Thursday, April 16, 2009

Bersin to focus on violence in 2nd tour as border czar

San Diego Union Tribune
April 16, 2009
by Sandra Dibble

When Alan Bersin first served as border czar, illegal immigration was the focus. Now, as he steps into a position similar to the one he held in the mid-1990s, Mexican drug cartel violence has taken center stage.

“It's a shifting set of priorities,” Bersin said in a telephone interview yesterday from El Paso, Texas, after he was named assistant homeland security secretary for international affairs. “The job of coordination is very much the same, but the circumstances are completely different.”

Bersin, a former U.S. attorney and San Diego schools superintendent, will serve under Homeland Security Secretary Janet Napolitano as the department's special representative for border affairs, a job he said will involve “being her eyes and ears” and ensuring coordination among U.S. law enforcement agencies on the border.

Based in Washington, D.C., Bersin, 62, will be involved in the full range of border enforcement issues, from the northbound flow of drugs and illegal immigrants from Mexico, to the southbound flow of guns and cash from the United States.

He takes the position following a rise in drug-related violence in Mexico, the result of President Felipe Calderón's massive push against drug cartels. “Because of the violence in Mexico, there has been a focus on assuring security and avoiding spillover from that violence,” Bersin said.

The border has been transformed in other ways, Bersin said, “in terms of the resources and the sophistication of infrastructure that exists. . . . There are challenges to be sure, but they are challenges of a very different cast than was the case in the 1990s.”

Speaking on the eve of President Barack Obama's first official visit to Mexico, Bersin said part of his job will be improving relations at a “historic moment in the bilateral relationship,” with “the chance of leaping ahead in a very important way, in a very respectful way, and a mutually supportive way.”

A Brooklyn, N.Y.-native who has lived in California for 19 years, Bersin said he is fond of riding his horse in the Tijuana River Valley, close to the border fence. The border, he said, is “the place where a third country exists, and that's the one that Secretary Napolitano is interested in developing, those interests that are mutual to Mexico and the United States.”

While serving as U.S. attorney in San Diego, Bersin also was the Department of Justice's special representative for the southwest border from 1995 to 1998 during the Clinton administration.

In that position, known as border czar, Bersin was a key player in the U.S. government crackdown on illegal immigration in the San Diego area called Operation Gatekeeper. The initiative pushed illegal immigrants into unpopulated areas where thousands have died of thirst and exposure.

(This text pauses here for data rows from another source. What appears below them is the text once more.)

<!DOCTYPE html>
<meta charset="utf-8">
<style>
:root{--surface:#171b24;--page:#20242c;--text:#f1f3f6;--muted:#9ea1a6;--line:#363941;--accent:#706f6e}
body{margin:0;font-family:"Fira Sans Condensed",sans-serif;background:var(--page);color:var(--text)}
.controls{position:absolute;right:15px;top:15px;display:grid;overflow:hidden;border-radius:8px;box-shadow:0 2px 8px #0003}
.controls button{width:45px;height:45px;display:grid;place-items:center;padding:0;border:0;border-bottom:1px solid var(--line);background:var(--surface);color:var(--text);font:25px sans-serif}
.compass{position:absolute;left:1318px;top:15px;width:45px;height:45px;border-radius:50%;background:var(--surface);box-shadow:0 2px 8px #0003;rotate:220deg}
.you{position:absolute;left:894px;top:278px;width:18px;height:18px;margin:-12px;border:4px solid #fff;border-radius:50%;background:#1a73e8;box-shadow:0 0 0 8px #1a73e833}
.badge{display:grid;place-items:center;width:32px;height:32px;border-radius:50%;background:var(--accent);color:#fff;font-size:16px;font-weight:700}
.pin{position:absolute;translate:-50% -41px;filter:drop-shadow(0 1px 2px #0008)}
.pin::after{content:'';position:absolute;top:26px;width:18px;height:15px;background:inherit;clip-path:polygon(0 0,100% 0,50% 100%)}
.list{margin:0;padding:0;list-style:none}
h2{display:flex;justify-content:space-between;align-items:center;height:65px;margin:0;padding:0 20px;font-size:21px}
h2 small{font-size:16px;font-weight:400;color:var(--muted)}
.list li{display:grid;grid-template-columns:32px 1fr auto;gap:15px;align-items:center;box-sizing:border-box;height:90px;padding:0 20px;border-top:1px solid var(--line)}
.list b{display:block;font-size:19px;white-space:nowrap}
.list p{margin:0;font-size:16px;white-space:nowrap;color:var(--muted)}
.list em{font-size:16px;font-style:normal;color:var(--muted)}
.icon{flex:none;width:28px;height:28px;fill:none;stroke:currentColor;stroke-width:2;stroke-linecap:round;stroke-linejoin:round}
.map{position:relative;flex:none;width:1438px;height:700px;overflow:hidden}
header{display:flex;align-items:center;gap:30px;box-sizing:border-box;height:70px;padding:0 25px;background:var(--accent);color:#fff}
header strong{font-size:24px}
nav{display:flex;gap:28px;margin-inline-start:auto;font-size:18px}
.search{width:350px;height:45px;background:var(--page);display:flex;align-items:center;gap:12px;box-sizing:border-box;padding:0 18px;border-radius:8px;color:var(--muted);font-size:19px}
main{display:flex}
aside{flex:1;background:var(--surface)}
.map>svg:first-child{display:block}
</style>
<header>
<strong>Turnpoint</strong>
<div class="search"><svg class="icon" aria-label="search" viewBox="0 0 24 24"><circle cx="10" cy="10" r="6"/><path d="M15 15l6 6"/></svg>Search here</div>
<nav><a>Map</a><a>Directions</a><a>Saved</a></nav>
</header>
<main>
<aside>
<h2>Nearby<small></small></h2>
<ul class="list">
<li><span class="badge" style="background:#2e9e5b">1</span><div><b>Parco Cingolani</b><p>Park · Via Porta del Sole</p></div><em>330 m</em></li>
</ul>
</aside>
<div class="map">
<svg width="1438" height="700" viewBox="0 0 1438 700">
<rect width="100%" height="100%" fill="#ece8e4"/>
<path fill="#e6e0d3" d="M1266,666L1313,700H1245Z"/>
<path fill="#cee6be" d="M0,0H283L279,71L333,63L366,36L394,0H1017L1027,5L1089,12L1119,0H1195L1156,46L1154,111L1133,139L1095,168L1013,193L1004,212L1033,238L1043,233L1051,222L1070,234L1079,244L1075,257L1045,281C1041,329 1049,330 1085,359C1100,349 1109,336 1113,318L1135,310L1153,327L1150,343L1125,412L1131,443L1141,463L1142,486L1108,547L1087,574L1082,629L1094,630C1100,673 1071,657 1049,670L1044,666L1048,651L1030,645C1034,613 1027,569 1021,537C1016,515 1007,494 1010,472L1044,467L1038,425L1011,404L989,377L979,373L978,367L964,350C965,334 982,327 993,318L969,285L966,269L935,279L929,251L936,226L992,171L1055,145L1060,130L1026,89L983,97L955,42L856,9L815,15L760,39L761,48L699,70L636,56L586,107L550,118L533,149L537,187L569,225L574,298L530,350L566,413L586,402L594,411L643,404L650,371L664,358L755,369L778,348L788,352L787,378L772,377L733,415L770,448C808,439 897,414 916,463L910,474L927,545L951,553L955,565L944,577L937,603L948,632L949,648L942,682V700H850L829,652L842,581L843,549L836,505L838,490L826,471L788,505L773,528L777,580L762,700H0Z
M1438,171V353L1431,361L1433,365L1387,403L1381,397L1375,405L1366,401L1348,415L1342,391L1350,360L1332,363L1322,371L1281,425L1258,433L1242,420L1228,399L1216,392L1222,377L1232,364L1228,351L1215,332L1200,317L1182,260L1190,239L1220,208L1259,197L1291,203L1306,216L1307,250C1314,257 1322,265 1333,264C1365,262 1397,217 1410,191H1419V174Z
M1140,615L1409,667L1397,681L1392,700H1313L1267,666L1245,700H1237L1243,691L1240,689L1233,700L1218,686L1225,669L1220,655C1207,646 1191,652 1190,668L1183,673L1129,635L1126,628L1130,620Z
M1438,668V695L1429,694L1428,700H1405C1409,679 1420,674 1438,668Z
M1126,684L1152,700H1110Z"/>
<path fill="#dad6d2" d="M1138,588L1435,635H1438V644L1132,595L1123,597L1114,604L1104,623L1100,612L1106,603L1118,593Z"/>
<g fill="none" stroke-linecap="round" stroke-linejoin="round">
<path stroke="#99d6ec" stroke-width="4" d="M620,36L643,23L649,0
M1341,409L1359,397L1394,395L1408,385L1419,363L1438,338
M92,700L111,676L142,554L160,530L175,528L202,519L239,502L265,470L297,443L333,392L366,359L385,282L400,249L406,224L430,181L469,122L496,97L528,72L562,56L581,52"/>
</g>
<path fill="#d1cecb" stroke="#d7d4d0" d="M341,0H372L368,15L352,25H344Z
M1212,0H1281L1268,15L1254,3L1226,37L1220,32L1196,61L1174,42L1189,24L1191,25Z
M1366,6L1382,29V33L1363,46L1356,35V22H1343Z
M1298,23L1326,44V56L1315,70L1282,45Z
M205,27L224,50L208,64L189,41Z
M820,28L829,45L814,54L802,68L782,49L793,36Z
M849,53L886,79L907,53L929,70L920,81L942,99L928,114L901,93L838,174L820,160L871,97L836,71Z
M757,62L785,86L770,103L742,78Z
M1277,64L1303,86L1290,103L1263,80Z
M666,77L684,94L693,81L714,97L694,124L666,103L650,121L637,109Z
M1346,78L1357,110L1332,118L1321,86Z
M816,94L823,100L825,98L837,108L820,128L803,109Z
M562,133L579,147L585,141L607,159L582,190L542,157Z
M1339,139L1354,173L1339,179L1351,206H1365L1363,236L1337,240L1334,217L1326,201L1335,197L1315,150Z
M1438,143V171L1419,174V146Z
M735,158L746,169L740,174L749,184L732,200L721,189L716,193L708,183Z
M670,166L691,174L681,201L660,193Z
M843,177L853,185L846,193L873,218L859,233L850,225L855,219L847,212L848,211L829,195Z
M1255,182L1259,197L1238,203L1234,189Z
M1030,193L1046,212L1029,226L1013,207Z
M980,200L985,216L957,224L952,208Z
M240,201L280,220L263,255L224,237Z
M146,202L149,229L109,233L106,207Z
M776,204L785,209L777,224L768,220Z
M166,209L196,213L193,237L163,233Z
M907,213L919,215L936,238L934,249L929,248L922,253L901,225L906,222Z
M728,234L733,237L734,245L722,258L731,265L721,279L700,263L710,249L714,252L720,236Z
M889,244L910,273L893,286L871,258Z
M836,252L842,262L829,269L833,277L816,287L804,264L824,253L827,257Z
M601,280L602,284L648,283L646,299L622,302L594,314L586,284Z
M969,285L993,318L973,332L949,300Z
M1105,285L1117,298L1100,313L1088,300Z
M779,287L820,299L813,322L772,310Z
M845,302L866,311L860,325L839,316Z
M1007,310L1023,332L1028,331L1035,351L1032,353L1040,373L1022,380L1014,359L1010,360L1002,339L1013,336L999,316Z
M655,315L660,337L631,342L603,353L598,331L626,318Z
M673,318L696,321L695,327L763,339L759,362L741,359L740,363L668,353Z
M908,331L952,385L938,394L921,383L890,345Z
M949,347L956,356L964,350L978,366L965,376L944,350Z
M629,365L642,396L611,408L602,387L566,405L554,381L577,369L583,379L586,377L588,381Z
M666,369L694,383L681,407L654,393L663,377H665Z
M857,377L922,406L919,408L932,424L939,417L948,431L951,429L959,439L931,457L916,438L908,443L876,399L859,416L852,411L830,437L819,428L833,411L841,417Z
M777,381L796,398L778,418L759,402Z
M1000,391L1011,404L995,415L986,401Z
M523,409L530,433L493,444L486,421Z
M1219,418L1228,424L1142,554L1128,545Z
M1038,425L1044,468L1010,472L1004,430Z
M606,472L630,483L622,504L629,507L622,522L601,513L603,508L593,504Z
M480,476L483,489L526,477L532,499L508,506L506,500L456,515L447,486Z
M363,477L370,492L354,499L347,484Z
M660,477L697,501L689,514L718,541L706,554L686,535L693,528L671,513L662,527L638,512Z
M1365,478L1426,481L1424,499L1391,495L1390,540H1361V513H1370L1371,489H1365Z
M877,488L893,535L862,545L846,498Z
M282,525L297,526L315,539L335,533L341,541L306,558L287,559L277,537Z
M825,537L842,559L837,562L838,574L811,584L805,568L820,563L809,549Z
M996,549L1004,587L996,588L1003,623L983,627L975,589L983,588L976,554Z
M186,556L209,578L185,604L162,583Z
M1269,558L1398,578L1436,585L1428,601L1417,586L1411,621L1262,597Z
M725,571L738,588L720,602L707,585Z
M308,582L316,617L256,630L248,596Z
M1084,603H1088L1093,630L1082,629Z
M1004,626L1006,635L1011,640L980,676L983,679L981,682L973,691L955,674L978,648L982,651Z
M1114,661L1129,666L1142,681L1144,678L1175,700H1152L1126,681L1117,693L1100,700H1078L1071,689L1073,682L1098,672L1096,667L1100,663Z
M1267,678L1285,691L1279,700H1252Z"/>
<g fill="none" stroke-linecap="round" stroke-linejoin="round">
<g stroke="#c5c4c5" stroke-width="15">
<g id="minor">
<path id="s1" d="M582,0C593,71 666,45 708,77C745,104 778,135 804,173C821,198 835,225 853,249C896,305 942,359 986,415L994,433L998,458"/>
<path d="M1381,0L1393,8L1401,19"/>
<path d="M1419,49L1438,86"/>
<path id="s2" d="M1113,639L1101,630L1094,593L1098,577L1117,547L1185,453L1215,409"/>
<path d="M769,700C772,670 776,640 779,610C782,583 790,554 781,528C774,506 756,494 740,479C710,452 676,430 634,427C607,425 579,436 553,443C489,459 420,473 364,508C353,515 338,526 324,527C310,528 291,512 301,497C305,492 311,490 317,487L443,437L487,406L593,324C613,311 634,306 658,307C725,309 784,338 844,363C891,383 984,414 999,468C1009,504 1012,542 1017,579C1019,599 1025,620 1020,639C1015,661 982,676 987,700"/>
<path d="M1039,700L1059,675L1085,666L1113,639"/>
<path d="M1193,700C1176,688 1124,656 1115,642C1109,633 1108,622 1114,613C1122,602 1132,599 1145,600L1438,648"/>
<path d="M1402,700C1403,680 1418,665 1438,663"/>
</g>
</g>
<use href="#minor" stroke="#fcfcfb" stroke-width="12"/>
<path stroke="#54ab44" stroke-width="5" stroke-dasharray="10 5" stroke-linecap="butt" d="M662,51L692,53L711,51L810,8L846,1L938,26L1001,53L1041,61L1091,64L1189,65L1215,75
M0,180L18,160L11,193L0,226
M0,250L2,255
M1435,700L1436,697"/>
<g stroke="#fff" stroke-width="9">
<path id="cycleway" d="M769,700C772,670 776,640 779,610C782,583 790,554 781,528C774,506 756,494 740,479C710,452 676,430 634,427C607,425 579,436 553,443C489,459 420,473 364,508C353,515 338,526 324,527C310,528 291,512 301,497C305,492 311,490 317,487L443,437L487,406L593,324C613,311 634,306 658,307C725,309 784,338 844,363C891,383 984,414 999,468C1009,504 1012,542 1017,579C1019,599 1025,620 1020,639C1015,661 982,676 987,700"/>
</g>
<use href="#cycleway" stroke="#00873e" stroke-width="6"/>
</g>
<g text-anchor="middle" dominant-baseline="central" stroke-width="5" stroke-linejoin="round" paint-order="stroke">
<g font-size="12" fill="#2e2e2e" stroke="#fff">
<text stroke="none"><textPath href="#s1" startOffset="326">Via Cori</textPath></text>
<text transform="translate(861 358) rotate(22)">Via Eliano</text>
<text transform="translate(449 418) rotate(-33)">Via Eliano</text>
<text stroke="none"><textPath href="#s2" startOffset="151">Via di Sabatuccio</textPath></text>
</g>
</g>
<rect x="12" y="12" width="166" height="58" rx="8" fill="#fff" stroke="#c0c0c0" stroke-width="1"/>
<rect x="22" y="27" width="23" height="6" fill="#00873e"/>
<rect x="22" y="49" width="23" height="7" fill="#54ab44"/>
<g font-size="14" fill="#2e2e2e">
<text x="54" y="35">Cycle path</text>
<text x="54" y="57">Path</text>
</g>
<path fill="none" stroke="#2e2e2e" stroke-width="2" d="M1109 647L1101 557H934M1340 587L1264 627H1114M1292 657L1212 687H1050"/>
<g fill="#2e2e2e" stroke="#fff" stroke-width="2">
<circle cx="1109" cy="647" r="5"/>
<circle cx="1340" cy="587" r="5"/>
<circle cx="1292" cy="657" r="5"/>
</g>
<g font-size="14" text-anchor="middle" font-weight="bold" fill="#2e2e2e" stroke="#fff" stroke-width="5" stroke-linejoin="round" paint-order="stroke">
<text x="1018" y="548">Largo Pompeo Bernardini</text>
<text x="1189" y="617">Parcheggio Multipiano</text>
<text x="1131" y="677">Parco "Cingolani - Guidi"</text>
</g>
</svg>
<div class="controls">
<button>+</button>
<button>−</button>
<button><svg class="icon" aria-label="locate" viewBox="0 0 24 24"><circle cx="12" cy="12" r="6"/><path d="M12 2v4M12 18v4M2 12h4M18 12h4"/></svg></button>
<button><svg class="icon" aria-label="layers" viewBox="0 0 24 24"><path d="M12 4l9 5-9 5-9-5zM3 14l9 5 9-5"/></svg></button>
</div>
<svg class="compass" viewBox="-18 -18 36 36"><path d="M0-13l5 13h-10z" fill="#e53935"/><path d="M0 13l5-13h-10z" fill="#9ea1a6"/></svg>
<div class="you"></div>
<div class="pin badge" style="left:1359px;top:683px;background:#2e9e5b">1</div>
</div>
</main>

“Operation Gatekeeper was the beginning of an effort to restore the rule of law to the border and introduce some coherence to the border,” Bersin said. It was instituted, he said, “in a completely different context than the one that faces DHS today.”

The deaths “were largely a function of the migrants being taken there by smugglers,” Bersin said.

Extension of the U.S. border fence, long a sensitive topic in bilateral relations, “is no longer the central debate because most of it is built,” Bersin said, adding that the federal government has completed 618 of the 667 miles of fence it set out to build. “The notion of building 2,000 miles of fence I don't think is on the table. . . . We wouldn't put a whole lot more fence across the border because there are better ways to control it.”

Bersin, whose wife, Lisa Foster, is a San Diego Superior Court judge, left border issues behind from 1998 to 2005 when he was superintendent of San Diego public schools. He then served as California's secretary of education under Gov. Arnold Schwarzenegger. Most recently he was chairman of the San Diego County Regional Airport Authority, a job that paid $172,000 until 2007, when the state eliminated the salary and replaced it with a small monthly stipend. The San Diego mayor fills the position through appointment.

In recent months, Bersin had been the U.S. co-chairman of a binational task force examining critical border issues. Andrés Rozental, a former deputy foreign minister of Mexico and the group's Mexican co-chairman, applauded Bersin's nomination, saying “he brings a genuine concern and experience on the border.”

“I hope that the Mexican government will seize the opportunity to do something similar” and appoint a counterpart to Bersin, Rozental said.

Mexico has no border czar in place. Ernesto Ruffo Appel, a former Baja California governor, was appointed by former President Vicente Fox to such a position in 2001 but resigned two years later because he found little support in Mexico City.

Bersin's success in the job will largely depend on the authority he is given. Ruffo urged Bersin to work closely with border governors “because they are the ones who best understand the reality. The fundamental vision must come from the region.”